Look through the lines below, find those with the word "Barua", and copy them.

START STORED DATA

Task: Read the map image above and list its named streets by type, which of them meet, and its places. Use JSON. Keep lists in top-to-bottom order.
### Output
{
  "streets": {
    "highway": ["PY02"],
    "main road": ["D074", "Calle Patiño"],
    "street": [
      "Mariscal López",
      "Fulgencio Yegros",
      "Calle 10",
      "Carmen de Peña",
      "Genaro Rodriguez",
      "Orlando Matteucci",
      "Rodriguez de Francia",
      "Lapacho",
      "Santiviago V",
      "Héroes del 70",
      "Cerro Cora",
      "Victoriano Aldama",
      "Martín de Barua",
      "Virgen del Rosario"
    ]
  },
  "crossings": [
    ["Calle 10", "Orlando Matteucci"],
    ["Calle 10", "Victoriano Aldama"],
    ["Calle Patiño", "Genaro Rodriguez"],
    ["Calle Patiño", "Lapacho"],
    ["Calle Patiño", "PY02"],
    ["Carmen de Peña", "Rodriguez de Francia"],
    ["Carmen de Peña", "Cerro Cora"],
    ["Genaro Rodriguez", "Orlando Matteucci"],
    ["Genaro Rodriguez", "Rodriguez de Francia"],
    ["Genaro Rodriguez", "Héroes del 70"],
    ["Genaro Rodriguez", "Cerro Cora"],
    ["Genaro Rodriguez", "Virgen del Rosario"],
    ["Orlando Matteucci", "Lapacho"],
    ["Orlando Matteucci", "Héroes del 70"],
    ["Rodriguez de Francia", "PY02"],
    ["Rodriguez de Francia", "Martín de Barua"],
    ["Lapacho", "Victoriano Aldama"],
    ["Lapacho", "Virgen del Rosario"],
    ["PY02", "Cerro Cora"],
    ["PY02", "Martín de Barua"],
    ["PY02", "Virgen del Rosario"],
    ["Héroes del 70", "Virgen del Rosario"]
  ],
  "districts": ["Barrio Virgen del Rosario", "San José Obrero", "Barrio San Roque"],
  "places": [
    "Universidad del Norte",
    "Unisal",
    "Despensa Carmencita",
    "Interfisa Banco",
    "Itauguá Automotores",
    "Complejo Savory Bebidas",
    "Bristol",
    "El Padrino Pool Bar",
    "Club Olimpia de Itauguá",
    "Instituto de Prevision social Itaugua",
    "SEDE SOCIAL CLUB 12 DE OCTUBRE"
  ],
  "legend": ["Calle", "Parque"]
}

END STORED DATA

TASK RESULT:
      "Martín de Barua",
    ["Rodriguez de Francia", "Martín de Barua"],
    ["PY02", "Martín de Barua"],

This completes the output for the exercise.